Your answer should be every line of the records that contains the word "positions".

**Data records:**

********

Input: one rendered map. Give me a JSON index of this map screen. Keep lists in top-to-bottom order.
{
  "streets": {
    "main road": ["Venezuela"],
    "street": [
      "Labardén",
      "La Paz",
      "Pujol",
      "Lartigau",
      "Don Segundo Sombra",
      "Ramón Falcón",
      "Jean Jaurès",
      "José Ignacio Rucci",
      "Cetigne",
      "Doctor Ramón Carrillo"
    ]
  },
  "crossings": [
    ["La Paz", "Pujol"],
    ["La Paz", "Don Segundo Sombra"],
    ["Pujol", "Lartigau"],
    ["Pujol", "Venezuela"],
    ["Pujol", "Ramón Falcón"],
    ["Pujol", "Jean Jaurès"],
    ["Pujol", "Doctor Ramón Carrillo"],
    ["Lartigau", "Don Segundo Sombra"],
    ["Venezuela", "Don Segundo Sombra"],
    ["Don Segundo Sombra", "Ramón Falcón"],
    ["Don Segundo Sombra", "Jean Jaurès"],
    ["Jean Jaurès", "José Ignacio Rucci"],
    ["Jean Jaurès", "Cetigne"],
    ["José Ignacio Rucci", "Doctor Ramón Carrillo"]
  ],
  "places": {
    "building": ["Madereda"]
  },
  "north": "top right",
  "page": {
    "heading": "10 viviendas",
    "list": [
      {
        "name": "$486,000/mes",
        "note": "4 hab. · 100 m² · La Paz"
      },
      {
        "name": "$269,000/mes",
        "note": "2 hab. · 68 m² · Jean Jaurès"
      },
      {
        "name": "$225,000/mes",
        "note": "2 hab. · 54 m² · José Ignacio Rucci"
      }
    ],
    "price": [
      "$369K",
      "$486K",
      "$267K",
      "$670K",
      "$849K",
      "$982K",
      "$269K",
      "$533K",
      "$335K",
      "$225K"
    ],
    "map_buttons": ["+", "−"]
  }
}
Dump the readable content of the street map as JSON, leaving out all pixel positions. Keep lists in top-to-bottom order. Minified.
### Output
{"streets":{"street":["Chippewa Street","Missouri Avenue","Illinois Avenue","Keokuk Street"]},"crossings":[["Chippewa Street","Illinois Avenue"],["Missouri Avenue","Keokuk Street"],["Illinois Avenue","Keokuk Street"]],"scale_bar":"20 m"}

********

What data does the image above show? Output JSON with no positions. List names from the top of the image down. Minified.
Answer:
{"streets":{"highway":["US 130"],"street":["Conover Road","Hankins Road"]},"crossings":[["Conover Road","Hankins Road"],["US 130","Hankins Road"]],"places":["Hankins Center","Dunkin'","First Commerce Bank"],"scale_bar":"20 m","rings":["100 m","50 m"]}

********

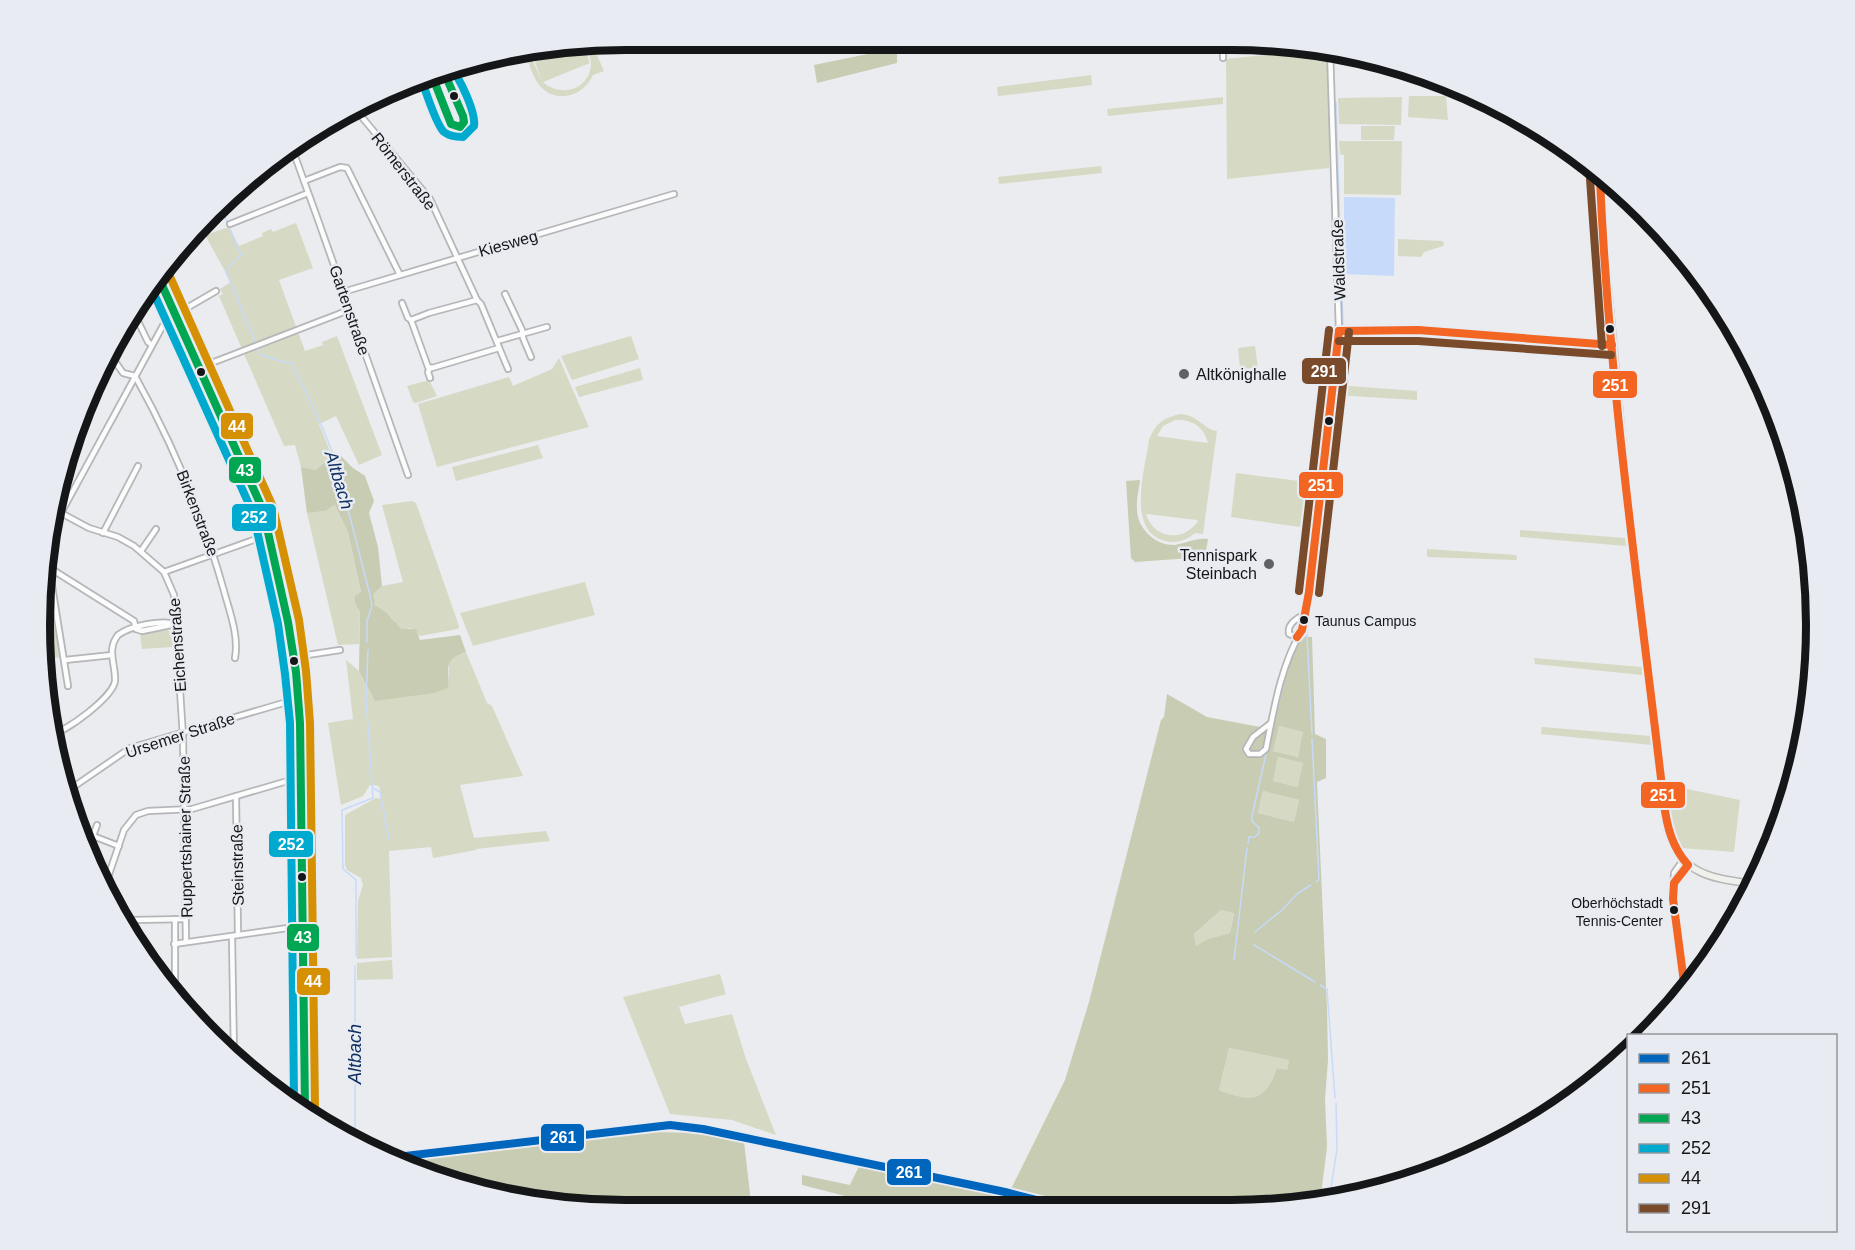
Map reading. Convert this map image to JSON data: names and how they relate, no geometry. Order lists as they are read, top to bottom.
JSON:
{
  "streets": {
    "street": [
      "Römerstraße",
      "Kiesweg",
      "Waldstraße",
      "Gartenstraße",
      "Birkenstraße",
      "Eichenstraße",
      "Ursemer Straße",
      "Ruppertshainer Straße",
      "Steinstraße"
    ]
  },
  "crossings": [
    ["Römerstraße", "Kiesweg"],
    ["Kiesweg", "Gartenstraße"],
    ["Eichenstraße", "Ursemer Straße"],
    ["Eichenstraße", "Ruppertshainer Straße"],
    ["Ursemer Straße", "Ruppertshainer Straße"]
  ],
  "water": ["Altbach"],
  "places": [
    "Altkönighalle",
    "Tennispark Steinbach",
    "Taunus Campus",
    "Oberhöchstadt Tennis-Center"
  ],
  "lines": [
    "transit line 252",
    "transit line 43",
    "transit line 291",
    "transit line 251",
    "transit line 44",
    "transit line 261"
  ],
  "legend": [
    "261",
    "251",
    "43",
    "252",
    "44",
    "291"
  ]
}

********

**Solution for this exercise:**
Dump the readable content of the street map as JSON, leaving out all pixel positions. Keep lists in top-to-bottom order. Minified.
What data does the image above show? Output JSON with no positions. List names from the top of the image down. Minified.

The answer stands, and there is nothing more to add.